Mike Hearn mike at plan99.net
Wed Apr 23 19:19:24 UTC 2014


On Wed, Apr 23, 2014 at 8:57 PM, Gregory Maxwell <gmaxwell at gmail.com> wrote:

> Hm? I didn't think this is at all what they did.  What they claim to
> do is to prioritize transactions in their mempool from people who pay
> them
>

That's the definition of a Finney attack, right? A tx is broadcast and
nodes normally take the first one they saw, allowing you to measure
propagation and use double spend alerts to get pretty good confidence,
pretty quick. A Finney attacker doesn't do that and includes a double
spend, so the one in the mempool gets overridden.

I mean, I hope that's the definition of a Finney attack, given that I
coined the term :)


> I think we have very clear evidence that the Bitcoin community doesn't
> care if miners reorder transactions in their mempool to profitable
> ends: In https://bitcointalk.org/index.php?topic=327767.0 it's
> demonstrated that GHash.IO, currently the largest publicly identified
> pool was used to rip off Betcoin dice via double-spends.
>

Yes, very disappointing. Though I'd hope that if this sort of thing was
sustained over months and merchants started dropping Bitcoin as a result,
miners would pay more attention.

Right now I suspect miners don't pay attention to anything other than
hardware builds though.

Yes, Bitcoin is imperfect at stopping double spends today. It can certainly
be improved! There are plenty of oft-discussed measures like double spend
alerts and discouraging Finney-attack blocks as was debated extensively in
2011. This thread is just a third such proposal.

More importantly, it's possible to deploy technological approaches to
> make zero-conf very secure against reversal: Things like performing
> multi-sig with a anti-double-spending system
>

These sorts of proposals are all just ways of saying block chains kind of
suck and we should go back to using trusted third parties.

That may well be how the Bitcoin experiment ends, but I think we all agree
here that block chains and decentralised consensus are quite spiffy and we
should try hard to make them work as well as possible before just shrugging
and say "find a trusted third party". Otherwise why not just go back to
using MasterCard?
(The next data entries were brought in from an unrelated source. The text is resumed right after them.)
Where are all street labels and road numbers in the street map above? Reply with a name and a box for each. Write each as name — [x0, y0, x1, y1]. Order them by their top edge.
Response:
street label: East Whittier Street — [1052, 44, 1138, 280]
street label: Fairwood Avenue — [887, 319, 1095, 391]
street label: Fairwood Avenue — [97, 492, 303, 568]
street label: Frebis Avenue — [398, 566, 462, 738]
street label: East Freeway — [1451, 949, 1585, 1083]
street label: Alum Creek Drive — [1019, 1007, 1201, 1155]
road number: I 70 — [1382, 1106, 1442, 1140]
Any TTP that enforces anti double spending rules will be
a lot more centralised than miners, given the difficulty of finding them,
their need for a strong brand/reputation, and the difficulty of getting
everyone to agree on them.

Not to mention that this solution makes Bitcoin sound like a joke currency.
It's a super duper low fee totally decentralised financial system .....
unless you want to buy something in, you know, a shop. And walk out. Then
you need to sign up with this company that looks suspiciously like a bank,
and pay their fees, and yeah there's like 3 to pick from. Totally
decentralised!


> Doubly so because a 'nasty' party with non-trivial hash-power can
> doublespend their own transactions
>

If a miner is vertically integrated and defrauding merchants themselves,
with no service component, pretty quickly people would talk to each other,
notice this pattern and stop trading with them, making their coins rather
useless. Also if their real identity is ever revealed they could be liable
and there'd be a lot of people wanting to sue them.

So I think the ability to resell double spending to lots of different
people around the world seems important to practicality.